The MEDDOPROF corpus is a collection of 1844 clinical cases from over 20 different specialties annotated with professions and employment statuses. The corpus was annotated by a team composed of linguists and clinical experts following specially prepared annotation guidelines, after several cycles of quality control and annotation consistency analysis before annotating the entire dataset. Figure 1 shows a screenshot of a sample manual annotation generated using the brat annotation tool.

Figure 1. Example BRAT annotation with profession and employment status labels.

The corpus will be distributed in plain text in UTF8 encoding, where each clinical case would be stored as a single file. These clinical case reports were carefully selected to represent records reflecting as much as possible clinical narrative related to electronic clinical reports, including cases from around 20 different medical specialties (such as infectious diseases (including Covid-19 case reports), cardiology, neurology, oncology, psychiatry, urology, internal medicine, emergency and intensive care medicine, radiology, tropical medicine, …). Figure 2 illustrates an example text snippet corresponding to a short sample record.

Figure 2. Example plain text MEDDOPROF corpus document.

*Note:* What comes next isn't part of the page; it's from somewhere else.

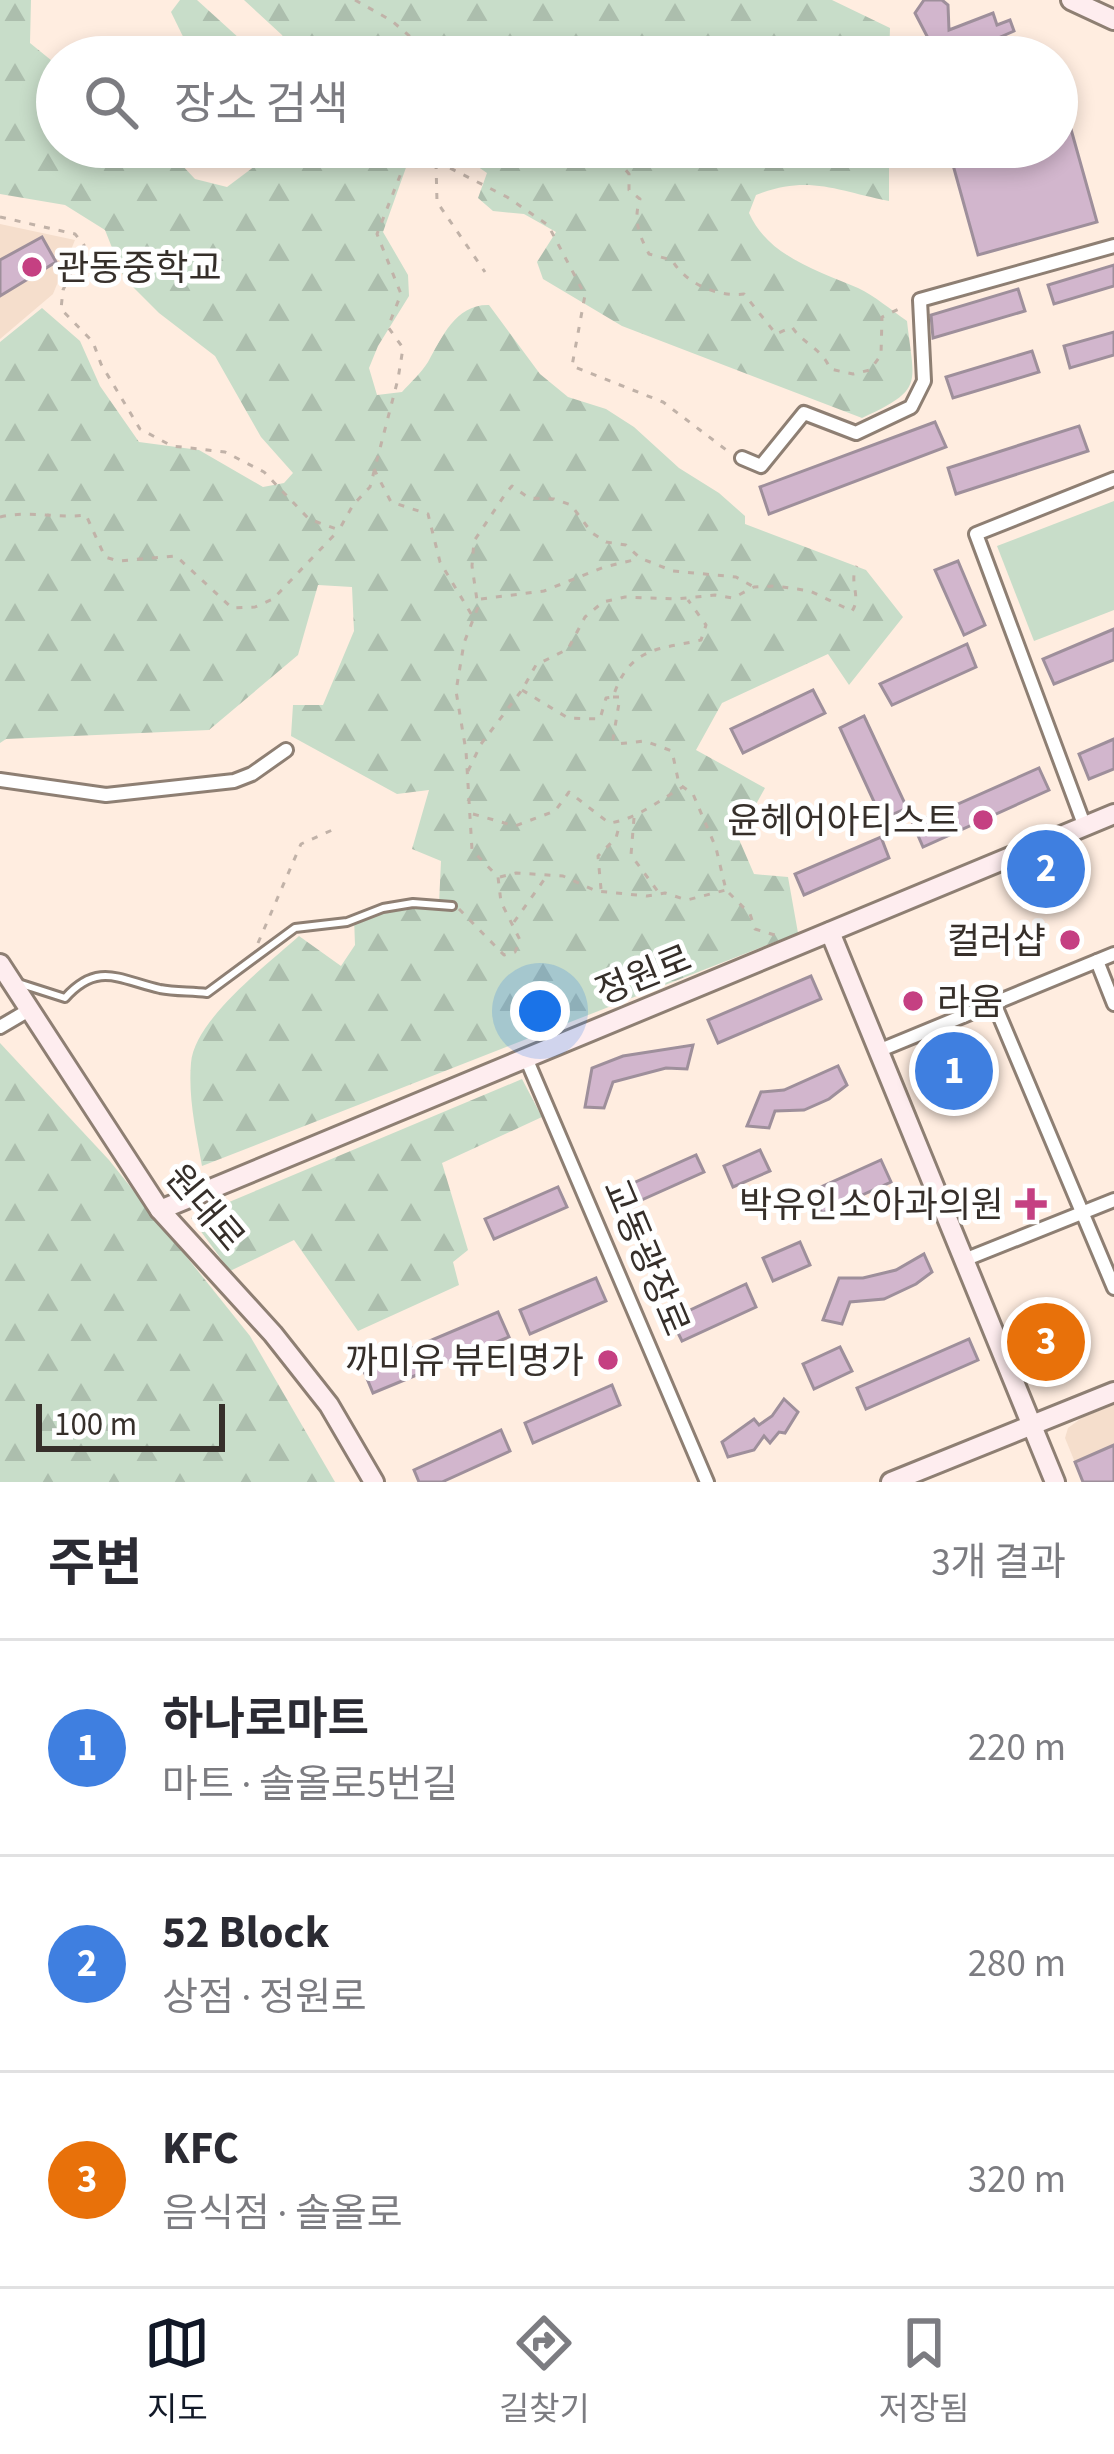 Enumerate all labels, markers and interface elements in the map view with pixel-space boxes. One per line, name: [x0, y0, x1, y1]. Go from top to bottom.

Additionally, we will also provide the annotation files comprising the character offsets of the tumor morphology entity mentions in TSV (tab-separated values) BRAT format and a TSV file with each individual mapped to the European Skills, Competences, Qualifications and Occupations (ESCO) classification and SNOMED-CT.

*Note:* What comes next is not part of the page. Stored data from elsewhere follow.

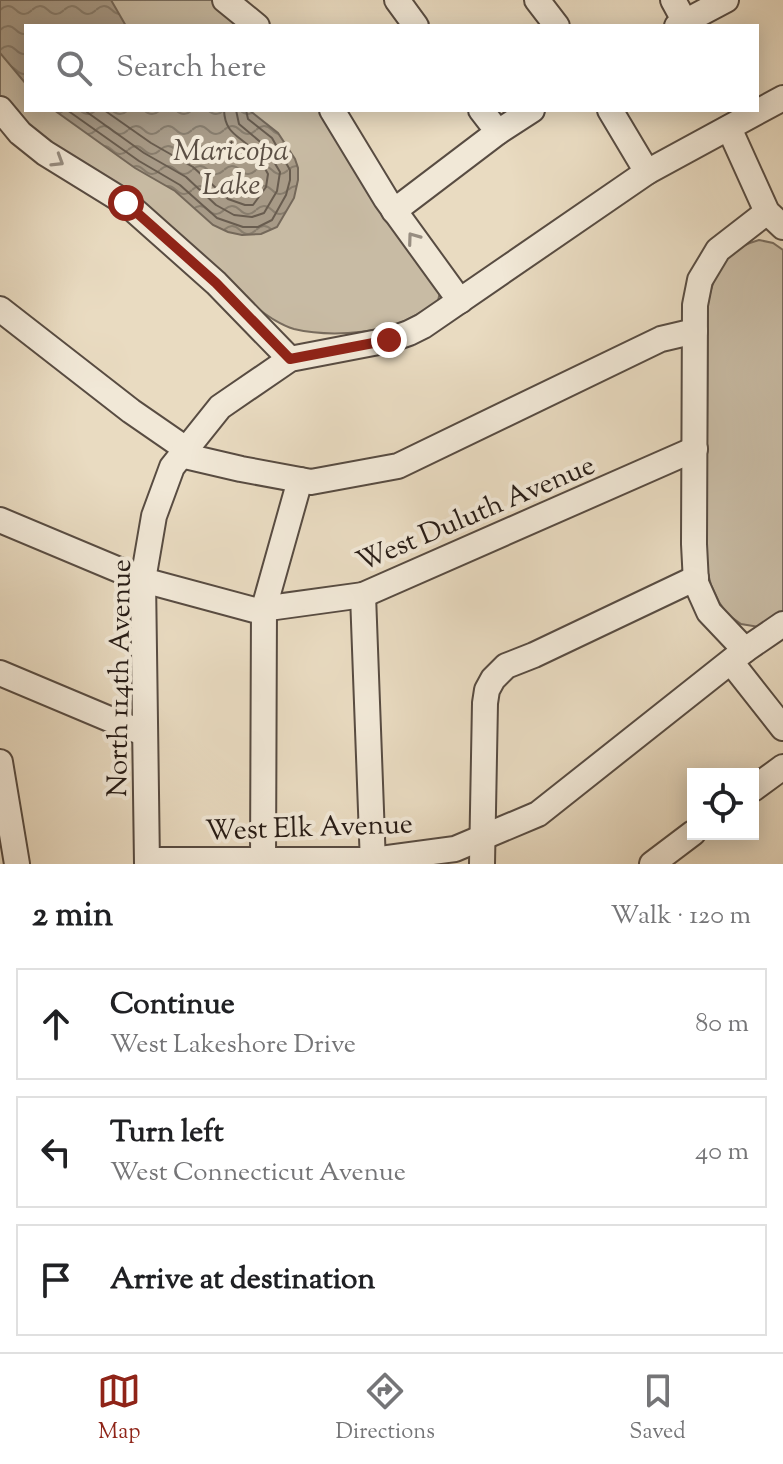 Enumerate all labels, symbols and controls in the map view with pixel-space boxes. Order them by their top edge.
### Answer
search box [24,24,759,112]
icon: search [52,46,96,90]
text: Search here [116,47,266,90]
water label: Maricopa Lake [173,131,289,208]
one-way arrow [49,151,64,166]
route start [108,185,144,221]
one-way arrow [409,232,423,247]
route end [371,322,407,358]
street label: West Duluth Avenue [351,446,602,583]
street label: North 114th Avenue [99,559,143,797]
map controls [687,768,759,840]
button: locate [687,768,759,840]
street label: West Elk Avenue [205,805,414,853]
text: 2 min [32,892,113,941]
text: Walk · 120 m [611,898,751,935]
text: Continue [110,984,235,1027]
icon: ahead [34,1002,78,1046]
text: 80 m [695,1006,749,1043]
text: West Lakeshore Drive [110,1027,356,1064]
text: Turn left [110,1112,224,1155]
icon: left [34,1130,78,1174]
text: 40 m [695,1134,749,1171]
text: West Connecticut Avenue [110,1155,406,1192]
icon: arrive [34,1258,78,1302]
text: Arrive at destination [110,1259,375,1302]
tab: Map [97,1369,141,1449]
tab: Directions [336,1369,435,1449]
tab: Saved [629,1369,686,1449]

The goal of the MEDDOPROF task is to develop automatic occupation detection systems for Spanish medical texts. These systems should rely on the use of the MEDDOPROF corpus, a high-quality Gold Standard clinical corpus of 3000 records based on a manual annotation process done by human clinical coding experts together with an inter-annotator agreement consistency analysis.

The MEDDOPROF task can be approached as a named entity recognition and normalization task. Participants are encouraged to either propose solutions in one of these directions or to combine both approaches. As well, novel approaches are welcomed.

Corpus format

Track 1 – MEDDOPROF-NER: brat annotation format.

Figure 3. Example brat annotation for MEDDOPROF-NER.

Track 2 – MEDDOPROF-CLASS: brat annotation format.

Figure 4. Example brat annotation for MEDDOPROF-CLASS.

Track 3 – MEDDOPROF-NORM: we provide a single plain text file per clinical case and a tab-separated file with each mention’s code. SNOMED-CT codes have the prefix ‘SCTID:’.